Would you set down every line of the data below exactly as it reads?

→ DATA SEGMENT
════════

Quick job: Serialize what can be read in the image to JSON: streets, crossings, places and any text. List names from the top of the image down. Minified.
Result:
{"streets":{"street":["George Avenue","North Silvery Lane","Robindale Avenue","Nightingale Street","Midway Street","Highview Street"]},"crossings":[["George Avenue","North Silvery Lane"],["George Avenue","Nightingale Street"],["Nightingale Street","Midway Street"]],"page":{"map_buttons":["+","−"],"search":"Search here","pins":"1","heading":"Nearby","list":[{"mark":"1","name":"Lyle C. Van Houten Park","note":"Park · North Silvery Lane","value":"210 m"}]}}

════════

→ RESULT BELOW
Quick job: Serialize what can be read in the image to JSON: streets, crossings, places and any text. List names from the top of the image down. Minified.
Result:
{"streets":{"street":["George Avenue","North Silvery Lane","Robindale Avenue","Nightingale Street","Midway Street","Highview Street"]},"crossings":[["George Avenue","North Silvery Lane"],["George Avenue","Nightingale Street"],["Nightingale Street","Midway Street"]],"page":{"map_buttons":["+","−"],"search":"Search here","pins":"1","heading":"Nearby","list":[{"mark":"1","name":"Lyle C. Van Houten Park","note":"Park · North Silvery Lane","value":"210 m"}]}}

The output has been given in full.